WHAT YOU ARE ASKED TO DO => Reproduced exactly, the lines from the start of the material through the line containing "0,100% 100%,50% 72%,0" should be the whole answer, with pictures excluded.
--------------------------------------------------
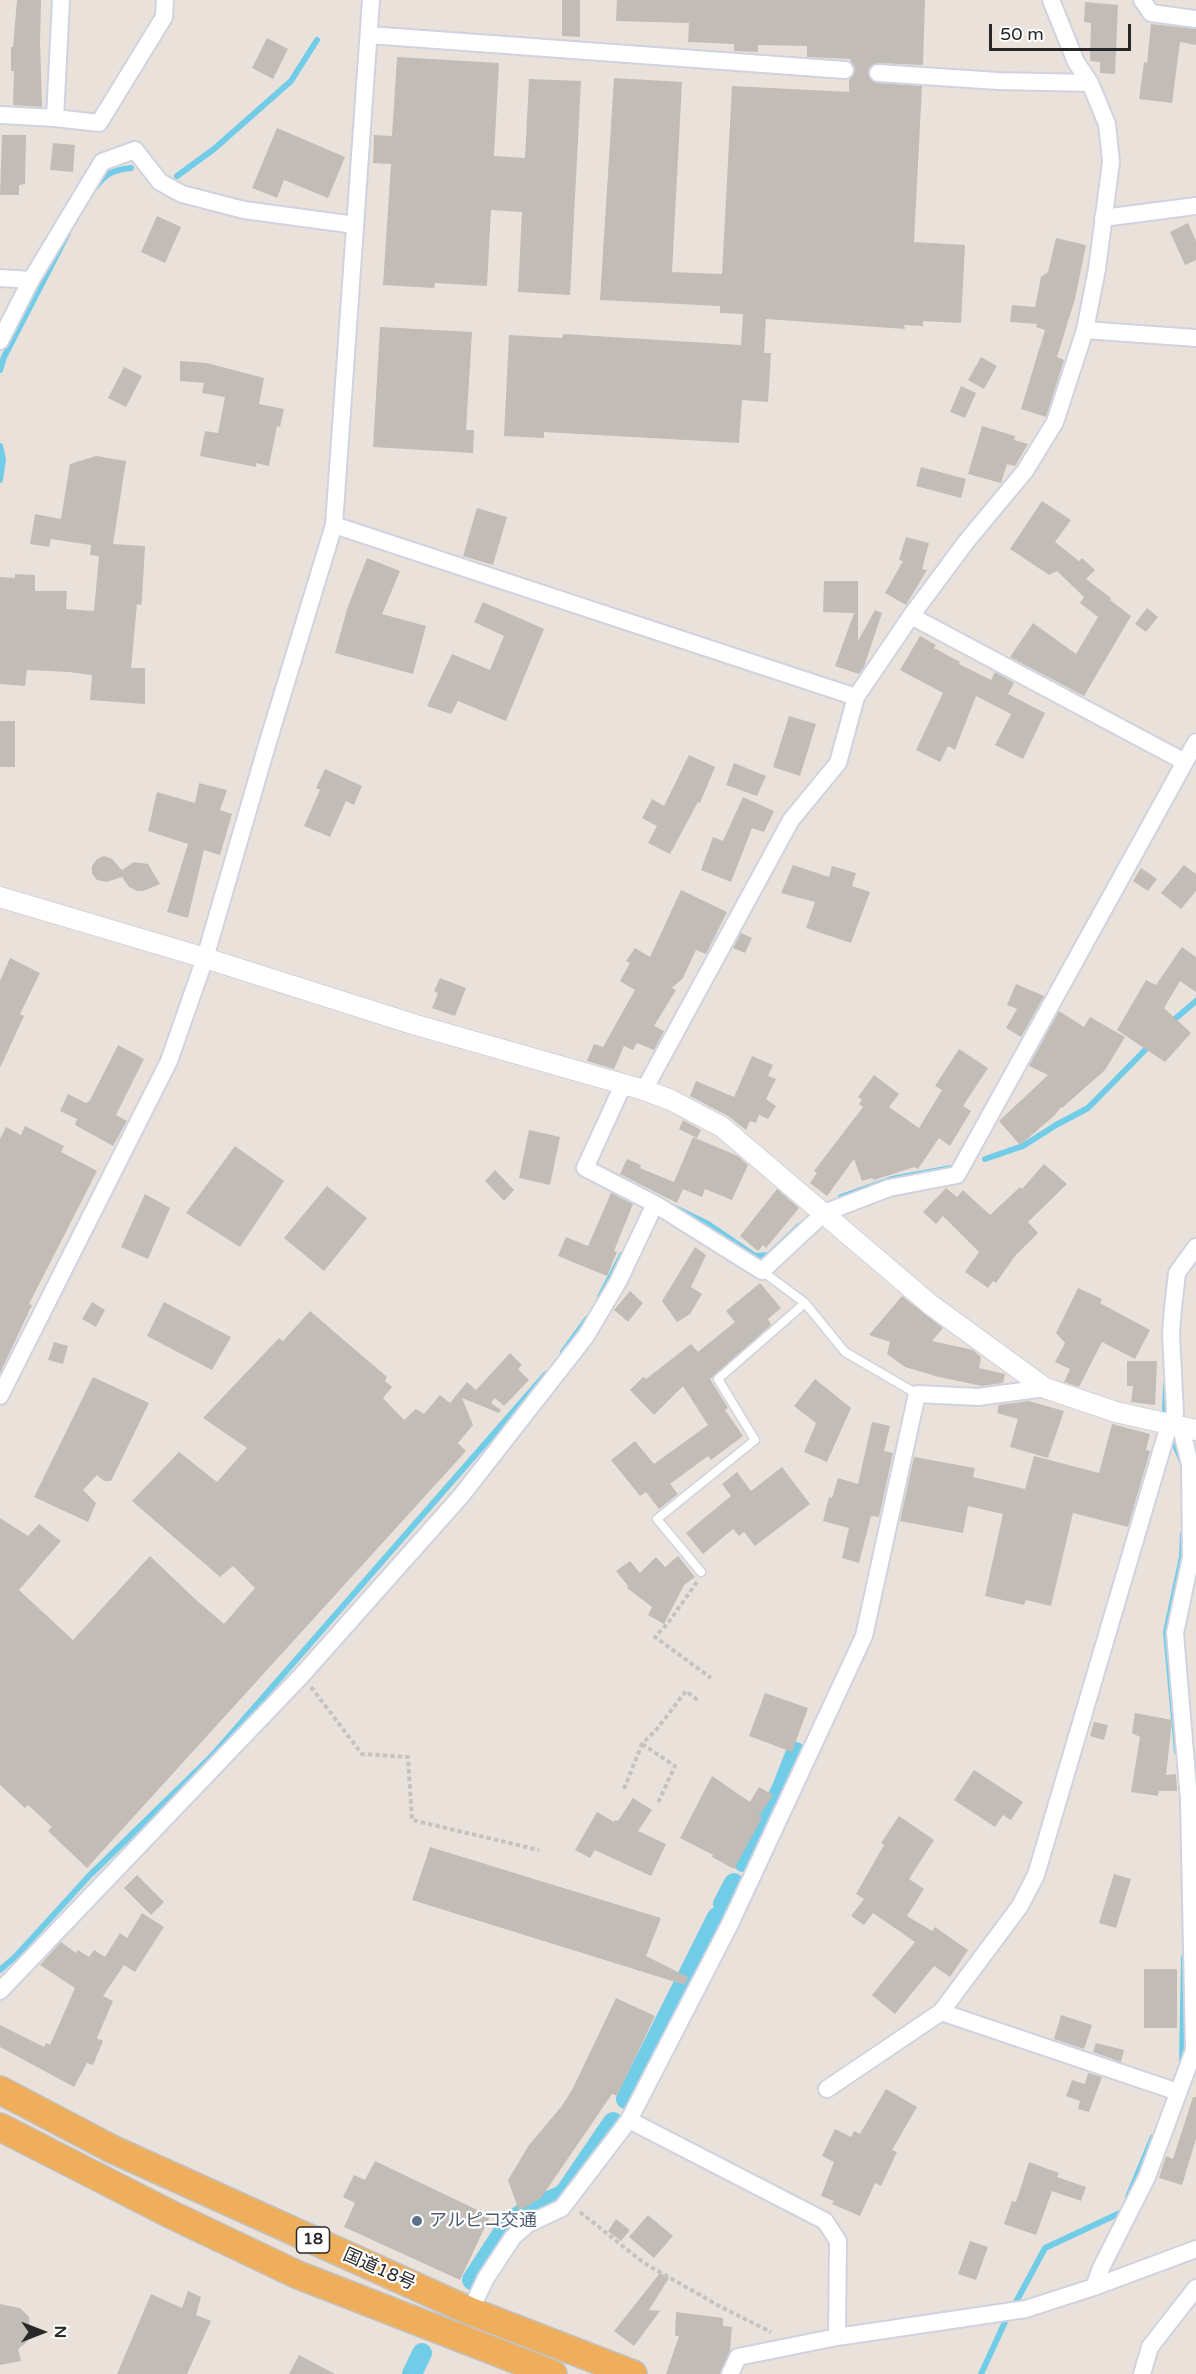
<!DOCTYPE html>
<meta charset="utf-8">
<style>
body{margin:0}
#map{position:relative;width:1196px;height:2374px;overflow:hidden;background:#eae2da;font-family:"Varela Round",sans-serif}
canvas{display:block}
.north{position:absolute;left:12px;top:2302px;width:60px;height:60px;-webkit-text-stroke:4px #fff;paint-order:stroke;rotate:90deg;font-size:16px;font-weight:700;line-height:24px;text-align:center;color:#282828}
.north::after{content:'';display:block;margin:auto;width:21px;height:27px;background:#282828;clip-path:polygon(50% 0,100% 100%,50% 72%,0 100%)}
.scale{position:absolute;left:989px;top:24px;width:142px;height:27px;box-sizing:border-box;border:3px solid #282828;border-top:0;padding-left:8px;font-size:18px;line-height:21px;white-space:nowrap;color:#282828;-webkit-text-stroke:4px #fff;paint-order:stroke}
</style>
<div id="map">
<canvas width="1196" height="2374"></canvas>
<div class="north">N</div>
<div class="scale">50 m</div>
</div>
<script>
const c = document.querySelector('canvas').getContext('2d');
c.lineJoin = 'round';
function trace(path, color, width, dash) { c.strokeStyle = color; c.lineWidth = width; c.lineCap = dash ? 'butt' : 'round'; c.setLineDash(dash || []); c.stroke(path); }
function fillPath(path, color) { c.fillStyle = color; c.fill(path, 'evenodd'); }
function drawText(font, color, halo, rows, align = 'center') {
  c.font = font + ' "Varela Round","Noto Sans JP",sans-serif'; c.lineWidth = 4.5; c.setLineDash([]); c.textBaseline = 'middle'; c.strokeStyle = halo; c.fillStyle = color; for (const [text, x, y, turn = 0] of rows) {
    c.save(); c.translate(x, y); c.rotate((+turn || 0) * Math.PI / 180); c.textAlign = isNaN(turn) ? turn : align; if (halo) c.strokeText(text, 0, 0); c.fillText(text, 0, 0); c.restore();
  }
}
const stream = new Path2D(`
 M177 176 214 149 291 81 317 40
 M95 188C106 173 113 170 131 168
 M0 370 4 357 68 233
 M0 446 3 459 0 480
 M1169 1024 1196 1001
 M985 1159 1023 1146 1056 1125 1088 1108 1150 1045
 M841 1197 892 1179 951 1168
 M675 1208 708 1224 755 1256 769 1255 799 1226
 M600 1297 622 1255
 M563 1352 587 1319
 M1165 1412 1166 1385
 M1174 1443 1182 1461
 M1177 1752 1166 1632 1182 1557 1183 1534
 M0 1970 16 1956 89 1876 211 1757 546 1374
 M1182 2061 1184 1957
 M1128 2197 1153 2137
 M1016 2302 1045 2248 1122 2212 1123 2209
 M981 2374 1005 2322`);
const canal = new Path2D(`
 M743 1862 781 1790 796 1752
 M723 1904 734 1883
 M626 2099 717 1917
 M472 2280 509 2223 523 2213 564 2194 613 2122
 M412 2374 422 2353`);
const building = new Path2D(`
 M17 0H41L40 41 42 107 13 105 14 71H11V47H13Z
 M562 0H580V37L562 36Z
 M617 0H925L923 65 878 63 870 67 868 73 872 81 877 83 922 86 914 242 965 245 961 323 923 321V326L904 325 905 329 766 319 764 353H771L768 402 742 400 739 443 544 432V438L504 436 509 335 562 338 563 334 741 345 743 314 720 313V306L600 300 614 78 682 82 672 272 722 274 732 86 849 92V80L855 71 850 59 807 57V46L758 45V52L734 51V44L688 42 689 23 616 21Z
 M1085 2 1118 5 1115 74 1100 73V62L1090 61 1091 23 1084 22Z
 M1151 24 1196 29V45L1180 42 1172 103 1139 99 1144 62 1147 63Z
 M267 38 288 49 273 79 252 68Z
 M397 57 499 63 494 156 525 158 529 79 581 81 570 295 518 292 522 212 491 210 487 286 435 283 434 288 383 285 391 164 373 163 374 135 392 136Z
 M277 128 345 157 328 198 284 180 277 198 252 188Z
 M2 135H26L25 184 19 185V195H0Z
 M53 143 75 145 73 172 50 170Z
 M157 216 181 227 165 263 141 252Z
 M1188 223 1196 241V260L1185 265 1170 232Z
 M1056 238 1086 245 1075 299 1057 357 1064 360 1046 417 1021 409 1045 330 1036 327 1037 324 1010 322 1012 305 1035 307 1041 277 1048 272Z
 M380 327 472 332 466 430H474L473 453 373 447Z
 M981 357 997 366 984 389 968 380Z
 M180 361 207 363 264 378 259 404 284 409 280 427 277 426 269 466 256 463V467L200 456 205 431 218 433 225 397 202 393 204 383 180 381Z
 M124 367 142 376 126 407 108 398Z
 M961 386 976 393 965 418 950 412Z
 M982 426 1015 436 1014 440 1028 444 1015 466 1007 464 1001 483 968 474Z
 M96 456 126 461 113 544 145 546 142 601 141 605 137 604 131 668H145V704L90 700 92 675 69 672 27 670 25 686 0 684V577L15 578V574L35 575V591H67L66 609 94 611 99 556 90 555 91 545 51 539 49 547 30 544 35 514 61 519 70 464Z
 M921 467 966 479 961 498 916 486Z
 M1042 501 1071 520 1055 542 1079 561 1082 558 1095 570 1086 579 1111 598 1110 600 1131 616 1084 696 1010 657 1033 623 1076 654 1098 617 1080 603 1084 597 1057 571 1049 575 1010 549Z
 M477 508 507 517 493 565 463 556Z
 M906 537 929 543 922 569 927 570 906 605 885 593 903 561 899 560Z
 M367 558 400 571 382 614 426 626 413 674 335 653 348 606Z
 M824 581H858V641L875 610 882 613 864 667 859 674 835 666 854 613 823 612Z
 M483 602 544 629 506 721 458 701 451 714 427 706 452 654 490 670 504 636 474 622Z
 M1147 608 1158 617 1146 632 1135 624Z
 M920 636 936 645 934 648 960 662 959 664 991 680 995 672 1014 683 1008 694 1045 713 1023 759 995 745 1011 714 976 696 955 750 948 746 940 762 916 750 943 693 900 670Z
 M789 716 816 724 800 776 773 767Z
 M0 721H15V767H0Z
 M689 755 715 767 700 803 698 802 670 854 648 843 657 826 642 818 652 799 664 806Z
 M734 763 766 776 757 796 726 785Z
 M325 769 362 786 354 805 346 801 330 837 304 826 320 790 316 788Z
 M199 783 227 790 220 810 232 814 220 855 204 850 188 918 167 912 188 844 148 831 157 792 195 803Z
 M743 797 774 811 764 832 752 828 731 882 701 870 713 837 723 841Z
 M104 856 112 859 122 870 134 862 148 864 160 884 143 891H137L129 887 122 877 106 882 97 880 92 874V866L97 859Z
 M793 865 829 877 832 866 856 873 852 886 870 892 851 943 806 928 815 902 781 893Z
 M1184 865 1196 874V891L1181 909 1161 893Z
 M1141 868 1157 879 1148 891 1133 881Z
 M681 890 727 912 706 954 696 950 683 978 672 988 676 990 654 1026 664 1031 654 1050 637 1043 633 1050 624 1046 614 1069 587 1061 594 1044 603 1047 635 990 620 981 630 963 626 961 635 948 650 957Z
 M741 933 752 938 745 953 733 948Z
 M1182 947 1196 957V992L1180 981 1164 1008 1191 1033 1165 1062 1117 1030 1146 980 1156 985Z
 M10 958 40 973 20 1014 24 1016 0 1068V981Z
 M440 978 466 988 455 1016 432 1008 438 993 434 991Z
 M1016 984 1044 996 1021 1037 1006 1028 1017 1009 1007 1005Z
 M1059 1011 1084 1027 1090 1017 1125 1037 1105 1070 1062 1108 1061 1107 1054 1116 1020 1145 999 1121 1048 1075 1029 1066Z
 M118 1045 144 1059 116 1115 127 1121 113 1146 75 1125 77 1119 60 1111 68 1094 86 1103 90 1100Z
 M959 1049 988 1068 963 1106 971 1111 950 1146 939 1138 918 1169 914 1167 874 1180 872 1178 862 1181 854 1159 827 1196 810 1183 817 1173 814 1171 863 1107 859 1104 862 1100 858 1097 874 1075 899 1094 889 1107 919 1128 942 1090 935 1086Z
 M752 1056 773 1065 768 1076 776 1079 766 1099 776 1106 768 1119 759 1115 756 1123 750 1121 746 1130 728 1116 690 1096 696 1081 734 1097Z
 M683 1120 701 1130 697 1138 679 1129Z
 M25 1126 64 1146 61 1152 97 1171 29 1304 32 1305 0 1373V1139L6 1127 21 1135Z
 M529 1130 560 1137 550 1185 519 1178Z
 M693 1137 738 1156 748 1165 732 1200 705 1189 702 1197 683 1189 677 1203 620 1174 627 1159 641 1165 640 1168 674 1182Z
 M235 1146 284 1181 240 1247 186 1213Z
 M1044 1164 1067 1184 1028 1222 1038 1233 1015 1256 996 1283 993 1281 988 1288 965 1272 979 1252 943 1216 936 1224 923 1212 946 1188 957 1197 963 1190 990 1215 1020 1187 1022 1189Z
 M495 1170 514 1190 504 1201 485 1181Z
 M327 1186 367 1218 324 1271 284 1238Z
 M777 1189 799 1208 766 1248 763 1245 758 1251 740 1236Z
 M611 1193 633 1204 614 1251 617 1252 607 1276 558 1256 566 1237 588 1246Z
 M145 1194 170 1208 148 1259 121 1247Z
 M695 1247 706 1255 691 1287 702 1294 690 1314 677 1322 662 1301Z
 M760 1283 781 1308 768 1319 771 1325 710 1379 728 1408 725 1410 743 1436 711 1460 708 1456 670 1484 678 1494 659 1509 646 1492 640 1496 611 1460 635 1441 654 1464 708 1425 683 1386 654 1415 630 1390 643 1377 646 1379 691 1344 698 1352 735 1322 726 1311Z
 M1078 1288 1102 1299 1100 1303 1150 1330 1135 1359 1102 1342 1079 1387 1064 1382 1070 1369 1055 1362 1065 1343 1056 1333Z
 M630 1291 643 1303 628 1322 614 1310Z
 M902 1296 943 1328 932 1341 973 1350 981 1357 979 1368 1005 1374 1003 1383 982 1386 939 1377 905 1367 887 1354 890 1342 869 1335Z
 M92 1302 105 1310 96 1327 82 1319Z
 M164 1302 231 1337 212 1370 147 1336Z
 M310 1311 387 1377 385 1381 392 1387 383 1398 404 1420 416 1409 424 1414 440 1395 450 1403 467 1382 476 1390 510 1353 522 1365 518 1369 529 1380 504 1406 495 1398 491 1403 501 1410 499 1413 462 1398 473 1425 458 1443 466 1451 87 1868 48 1831 52 1827 28 1805 25 1808 0 1785V1518L28 1536 39 1524 61 1541 19 1590 73 1640 150 1556 195 1599 224 1624 255 1588 233 1566 220 1577 132 1501 179 1452 217 1482 247 1448 203 1418 279 1338 283 1341Z
 M54 1342 68 1346 63 1364 48 1360Z
 M1127 1361H1157L1155 1405 1131 1402 1133 1386H1127Z
 M93 1377 149 1403 111 1481H104L97 1475 83 1490 96 1503 88 1522 34 1497Z
 M815 1379 851 1408 827 1462 804 1452 816 1423 794 1406Z
 M1029 1401 1064 1411 1048 1458 1010 1447 1018 1419 997 1413 999 1405Z
 M872 1422 890 1426 884 1451 893 1453 879 1517 871 1516 859 1563 842 1558 849 1528 823 1521 829 1497 832 1498 838 1478 858 1484Z
 M1112 1424 1150 1434 1146 1450 1150 1451 1128 1527 1073 1513 1051 1606 1026 1600 1024 1605 985 1596 1003 1514 968 1506 963 1533 900 1521 914 1457 975 1468 973 1477 1025 1489 1034 1456 1099 1473Z
 M782 1467 810 1504 755 1546 744 1532 739 1536 733 1529 703 1554 686 1533 731 1496 722 1484 737 1472 751 1491Z
 M678 1556 695 1577 684 1585 664 1624 648 1615 652 1607 627 1588 628 1586 616 1571 630 1561 640 1573 656 1557 665 1567Z
 M765 1693 808 1708 792 1752 749 1736Z
 M1135 1713 1172 1720 1166 1775 1176 1774 1177 1791H1159L1158 1796 1131 1792 1140 1737 1132 1733Z
 M1094 1722 1108 1725 1104 1740 1090 1736Z
 M974 1770 1023 1802 1011 1820 1003 1815 995 1827 954 1800Z
 M712 1776 750 1802 759 1787 773 1795 759 1816 762 1818 734 1869 712 1857 713 1855 680 1838Z
 M633 1798 652 1810 638 1831 666 1844 651 1876 595 1850 590 1858 575 1850 597 1812 614 1822 615 1820 618 1821Z
 M899 1816 934 1840 909 1879 924 1889 907 1916 932 1931 935 1927 968 1950 950 1977 934 1966 895 2014 872 1995 915 1942 873 1913 864 1925 851 1916 864 1899 856 1894 884 1845 881 1843Z
 M430 1847 661 1918 646 1956 688 1977 685 1985 412 1900Z
 M1114 1874 1131 1879 1116 1928 1099 1923Z
 M137 1875 164 1902 151 1915 124 1888Z
 M142 1913 164 1927 135 1972 124 1965 103 1996 113 2001 97 2038 103 2041 93 2065 87 2063 74 2087 0 2047V2025L44 2047 46 2043 50 2045 75 1988 40 1965 61 1942 76 1953 78 1950 89 1957 94 1950 105 1957 120 1933 127 1938Z
 M1144 1969H1177V2028H1144Z
 M616 1998 655 2016 617 2096 612 2094 541 2198 519 2211 508 2180 529 2145 561 2107 572 2090Z
 M1061 2015 1092 2025 1084 2049 1054 2039Z
 M1096 2043 1124 2050 1121 2062 1093 2052Z
 M1088 2073 1102 2077 1089 2112 1078 2109 1080 2101 1066 2096 1072 2080 1085 2084Z
 M886 2089 917 2107 892 2150 897 2152 881 2186 875 2183 860 2216 832 2204 834 2201 821 2196 834 2162 822 2156 835 2129 851 2137 854 2131 860 2134Z
 M1193 2097H1196V2139L1182 2185 1159 2178 1166 2156 1173 2159Z
 M375 2161 490 2216 460 2280 344 2227 355 2203 343 2197 354 2175 365 2180Z
 M1029 2162 1059 2173 1057 2177 1086 2187 1081 2201 1052 2191 1036 2235 1004 2224 1012 2201 1016 2202Z
 M648 2215 673 2236 654 2258 629 2237Z
 M616 2219 630 2230 621 2241 608 2231Z
 M970 2241 988 2247 976 2280 958 2274Z
 M660 2273 669 2278 649 2310 660 2311 634 2346 614 2331Z
 M188 2291 201 2297 196 2315 211 2321 187 2374H117L151 2294 182 2308Z
 M0 2304 20 2308 29 2317 30 2330 27 2342 18 2349 21 2361 0 2365Z
 M676 2312 723 2318V2326L732 2327 730 2351 720 2374H666L679 2336H675Z
 M299 2355 335 2374H289Z`);
const minorTunnel = new Path2D(`
 M845 70 878 73`);
const path = new Path2D(`
 M697 1582 668 1623 655 1637 711 1678
 M311 1687 362 1754 408 1757 412 1820 539 1850
 M642 1744 675 1766 657 1805
 M624 1789 642 1744 656 1730 686 1691 700 1702
 M580 2212 644 2263 721 2307 771 2332`);
const service = new Path2D(`
 M805 1303 845 1352 917 1394
 M701 1572 657 1519 755 1440 718 1379 805 1303 762 1271`);
const minor = new Path2D(`
 M1142 0 1151 13 1196 19
 M369 35 845 70
 M878 73 998 81 1090 83
 M0 115 55 118 99 123 164 17 165 0
 M55 118 61 0
 M1103 218 1196 206
 M0 278 31 280 102 162 135 150 160 182 182 194 244 210 355 225
 M1085 330 1196 338
 M0 341 31 280
 M334 525 856 697
 M911 616 1185 762
 M623 1085 585 1168 655 1204
 M644 1090 791 820 838 763 856 697 911 616 966 542 1025 471 1055 422 1085 330 1097 269 1111 162 1107 124 1090 83 1076 62 1051 0
 M0 1396 169 1061 205 958 267 745 334 525 371 0
 M0 1991 302 1675 461 1496 586 1336 618 1282 655 1204 762 1271 824 1213 889 1188 957 1175 1196 742
 M941 2012 1178 2092
 M827 2089 941 2012 1020 1906 1036 1875 1169 1425 1175 1413 1171 1333 1173 1308 1177 1273 1196 1247
 M629 2120 825 2221 838 2241 837 2337
 M1094 2287 1101 2268 1147 2177 1194 2050 1189 1800 1175 1633 1191 1557 1190 1464 1181 1428
 M470 2311 486 2278 513 2237 528 2224 562 2208 629 2120 730 1924 864 1636 917 1394 978 1397 1045 1388
 M730 2374 738 2357 837 2337 1026 2309 1094 2287 1196 2249
 M1142 2374 1150 2347 1196 2288`);
const tertiary = new Path2D(`
 M0 897 205 958 416 1025 644 1090 671 1100 722 1127 931 1305 1045 1388 1116 1412 1196 1430`);
const trunk = new Path2D(`
 M0 2090 112 2149 470 2311 633 2374
 M0 2127 172 2215 298 2275 553 2374`);
const markers = [
 [417,2221,6,"#5c6f8a"]
];
const shields = [
 [313,2240,33]
];
const shieldNames = [
 ["18",313,2240]
];
const serviceNames = [
 ["アルピコ交通",429,2221]
];
const streetNames = [
 ["国道18号",379,2270,24]
];
trace(stream, '#71cce7', 6);
trace(canal, '#71cce7', 20);
fillPath(building, '#c2bcb6');
trace(minorTunnel, '#c3bdb6', 16, [16, 8]);
trace(service, '#cfd3e0', 11);
trace(minor, '#cfd3e0', 20);
trace(tertiary, '#cfd3e0', 22);
trace(trunk, '#c3c3c3', 30);
trace(path, '#c3c3c3', 4, [4.5, 3]);
trace(service, '#fff', 8);
trace(minor, '#fff', 16);
trace(tertiary, '#fff', 20);
trace(trunk, '#eeae5c', 27);
for (const [x, y, r, color] of markers) { const dot = new Path2D(); dot.arc(x, y, r, 0, 2 * Math.PI); c.fillStyle = color; c.fill(dot); trace(dot, '#fff', 2); }
for (const [x, y, w] of shields) { const box = new Path2D(); box.roundRect(x - w / 2, y - 13, w, 26, 4.5); c.fillStyle = '#fff'; c.fill(box); trace(box, '#282828', 1.5); }
drawText('bold 16px', '#282828', null, shieldNames);
drawText('18px', '#4e5e75', '#fff', serviceNames, 'left');
drawText('18px', '#282828', '#fff', streetNames);
</script>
--------------------------------------------------
FINAL ANSWER =>
<!DOCTYPE html>
<meta charset="utf-8">
<style>
body{margin:0}
#map{position:relative;width:1196px;height:2374px;overflow:hidden;background:#eae2da;font-family:"Varela Round",sans-serif}
canvas{display:block}
.north{position:absolute;left:12px;top:2302px;width:60px;height:60px;-webkit-text-stroke:4px #fff;paint-order:stroke;rotate:90deg;font-size:16px;font-weight:700;line-height:24px;text-align:center;color:#282828}
.north::after{content:'';display:block;margin:auto;width:21px;height:27px;background:#282828;clip-path:polygon(50% 0,100% 100%,50% 72%,0 100%)}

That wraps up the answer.